Um drible na alquimia ou  a metáfora de Deus.

“A mitologia é a musica. É a musica da imaginação, inspirada nas energias do corpo. Uma vez um mestre zen parou diante de seus discípulos, prestes a proferir um sermão. No instante em que ele ia abrir a boca, um pássaro cantou. E ele disse: “O sermão já foi proferido”. J. Campbell

 

“Obscura poesia,/independente de toda e qualquer realidade!/Música: dou meu estado de alma de beber/como num beijo — pura Magia.” Y.Schmaltz

 

Sobre ser Yêda Schmaltz uma das mais altas vozes femininas da poesia brasileira é fato sabido e consabido por muita gente séria e boa, por estes Brasis afora, e também no exterior. Conheço pouca gente, como ela tão comprometida com o oficio de escrever literatura. Antes de aposentar-se como professora do Instituto de Artes da UFG, já conquistara, por seu talento, e uma obra sólida, quase toda premiada a admiração tanto do leitorado quanto da crítica literária. Uma vez fora da cátedra, entregou-se de corpo e alma ao que mais gosta e sabe fazer: escrever poesia.

Yêda tem olho de lince, lucidez e vertigem de vidente, tanto na prosa quanto na poesia. Sua prosa impressiona por sua lancinante e corajosa penetração nos caminhos e descaminhos do existir humano, revela e desnuda os mistérios do Ser Feminino, fato reconhecido por ensaístas respeitáveis. Dos Caminhos de mim com que estreou na poesia, até este instigante, “fulgaz” e vertiginoso Vrum, um drible seco e veloz, na arte de poetar, muita magia poética rolou, no rio heraclitiano de sua re-criadora indagação do mistério mitológico, e de seu corajoso e visceral mergulho na perigosa e fascinante questão da sexualidade feminina.
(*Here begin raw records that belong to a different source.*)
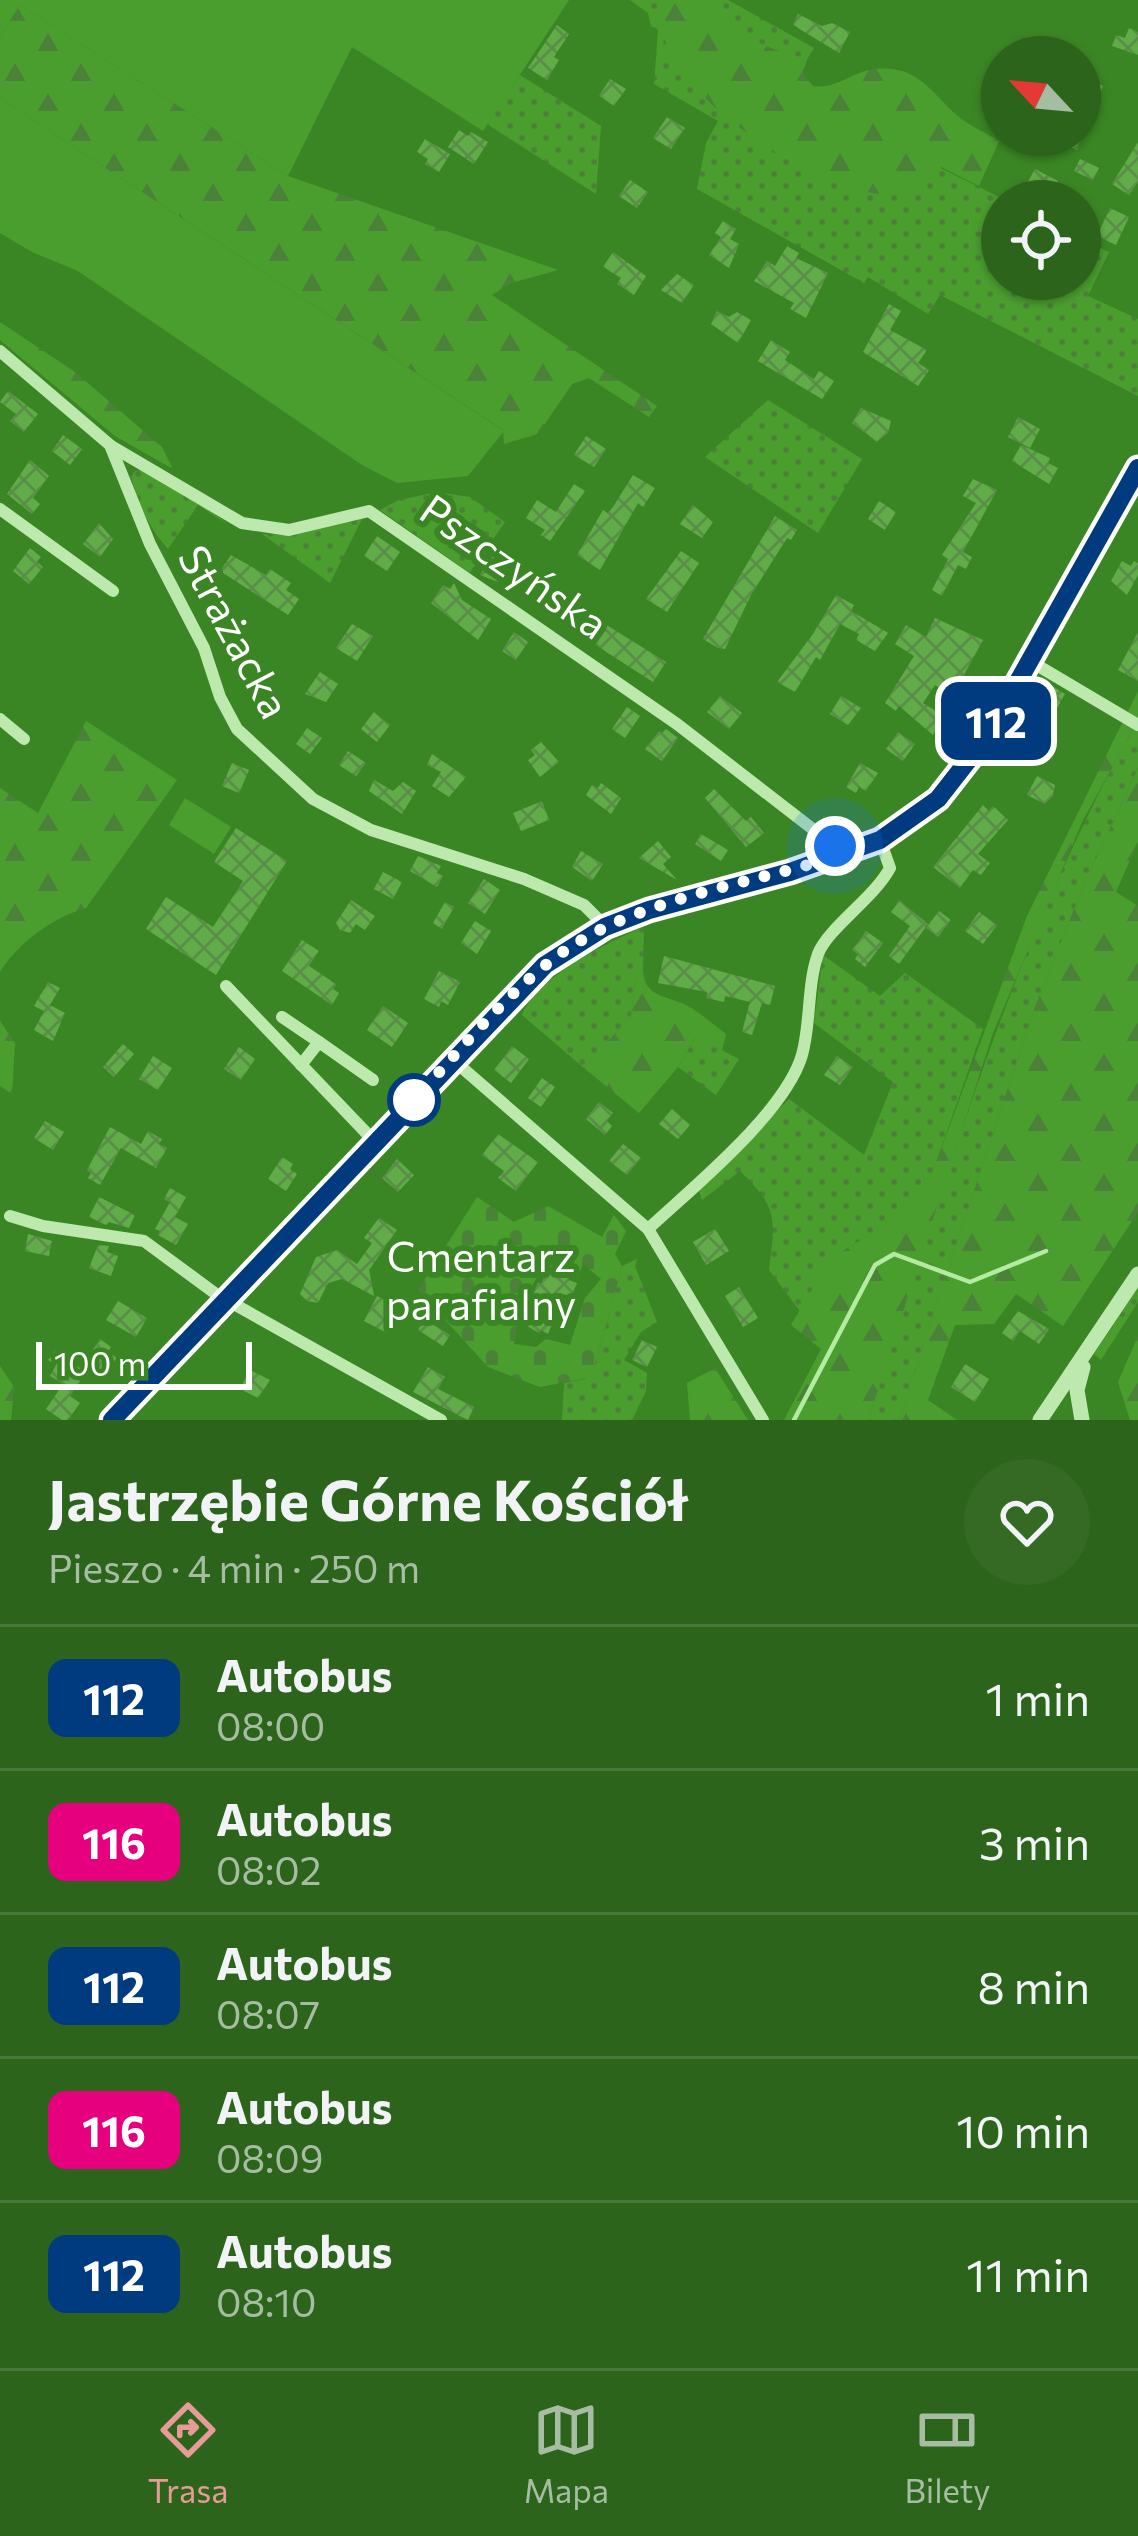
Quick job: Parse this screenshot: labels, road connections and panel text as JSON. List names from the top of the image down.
{
  "streets": {
    "street": ["Pszczyńska", "Strażacka"]
  },
  "crossings": [
    ["Pszczyńska", "Strażacka"]
  ],
  "parks": ["Cmentarz parafialny"],
  "lines": ["bus line 112"],
  "scale_bar": "100 m",
  "north": "top left",
  "page": {
    "on_map": "112",
    "scale": "100 m",
    "heading": ["Jastrzębie Górne Kościół", "Pieszo · 4 min · 250 m"],
    "list": [
      {
        "mark": "112",
        "name": "Autobus",
        "note": "08:00",
        "value": "1 min"
      },
      {
        "mark": "116",
        "name": "Autobus",
        "note": "08:02",
        "value": "3 min"
      },
      {
        "mark": "112",
        "name": "Autobus",
        "note": "08:07",
        "value": "8 min"
      },
      {
        "mark": "116",
        "name": "Autobus",
        "note": "08:09",
        "value": "10 min"
      },
      {
        "mark": "112",
        "name": "Autobus",
        "note": "08:10",
        "value": "11 min"
      }
    ],
    "tabs": ["Trasa", "Mapa", "Bilety"]
  }
}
A quem tenha lido Prometeu americano, Ecos, e Rayon, sues livros mais recentes, não surpreenderá sua habilidade no re-inventar palavras, re-nomear coisas, uma vez sabendo-se que alquimista da palavra Yêda sempre foi; só que, a cada instante de seu ofício de “sagaranar”, ou de inventar Sagaranas, liberta, em forma de messe, ou de prece, o viço e o vício de sua lavra de palavras. Assim sendo, permite-se grafar palavras que inventa: óbrulo e malovro.
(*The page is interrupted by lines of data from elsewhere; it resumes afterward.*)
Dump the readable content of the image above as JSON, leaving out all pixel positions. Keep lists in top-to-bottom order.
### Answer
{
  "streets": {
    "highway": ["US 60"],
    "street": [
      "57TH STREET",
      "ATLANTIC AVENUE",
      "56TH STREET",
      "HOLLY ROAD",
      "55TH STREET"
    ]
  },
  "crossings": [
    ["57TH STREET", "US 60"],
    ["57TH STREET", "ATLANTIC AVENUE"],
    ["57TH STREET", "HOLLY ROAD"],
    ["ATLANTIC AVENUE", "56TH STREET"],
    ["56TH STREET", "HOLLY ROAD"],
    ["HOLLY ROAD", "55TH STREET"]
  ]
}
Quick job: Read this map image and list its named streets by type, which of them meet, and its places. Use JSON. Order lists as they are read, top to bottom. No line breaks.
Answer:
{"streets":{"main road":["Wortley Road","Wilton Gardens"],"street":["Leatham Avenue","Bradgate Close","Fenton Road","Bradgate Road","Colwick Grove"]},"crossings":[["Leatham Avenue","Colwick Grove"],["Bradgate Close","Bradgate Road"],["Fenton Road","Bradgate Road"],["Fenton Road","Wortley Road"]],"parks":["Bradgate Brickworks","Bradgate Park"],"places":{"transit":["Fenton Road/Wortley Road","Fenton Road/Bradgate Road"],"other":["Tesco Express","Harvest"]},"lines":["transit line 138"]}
Vrum, poema único, retoma uma recorrência temática, presente na prosa e na poesia Yêdeana, proclamando, quase sempre com uma refinada ironia ou humor negro, a questão essencial, com que a maioria das pessoas nega o corpo e se recusa entrar em corpo a corpo com a vida, em seu medo de viver verdadeiramente. Tudo no viver transborda e irradia o esplendor do poético e a onipresente vitalidade dos mitos. O ódio ao vivo, a avidez pelo poder e o medo de ser, é que revela as pessoas encouraçadas. Para Reich, Jesus Cristo foi vítima da peste emocional ( o instinto assassino ), mais vivo e mais ameaçador hoje do que nunca o foi no passado da história humana. E onde entra a poesia em tudo isto? Mesmo sabendo que ela (a poesia) não serve para nada, não podemos viver sem seu esplendor e fascínio.

            A poesia (a busca da beleza) é a revelação do Ser: no verso ou no reverso da moenda dos dias, sua plenitude se cumpre e se legitima na vida vivida, na pele das palavra, nos rios da coragem, e no mar aberto do Encontro. O Ser só recupera sua imagem perdida na existência que se cumpre e se gasta até o osso: “ Ah! Misteriosa e obscura poesia/ independente de qualquer realidade/ música/ dou meu estado de alma para beber/ como num beijo – pura Magia”. Deus não joga dados, nem fala aos mortos-vivos. Onde se nasce, onde se cresce, no corpo vivo da Vida – aí Deus se manifesta, e revela a sua face. Mesmo sabendo que fazer poesia é um brincar com palavras, na busca impossível da palavra essencial – o silêncio intraduzível, o poeta escreve.  E o faz por não poder brincar de ciranda, ou jogar pião, com as crianças. E se AUM é o som primordial da vida que não teve princípio nem terá fim, Rosebud é a palavra que falta – não nos poderes do cidadão Kane, mas no quebra cabeça dos dias e no labirinto da existência humana.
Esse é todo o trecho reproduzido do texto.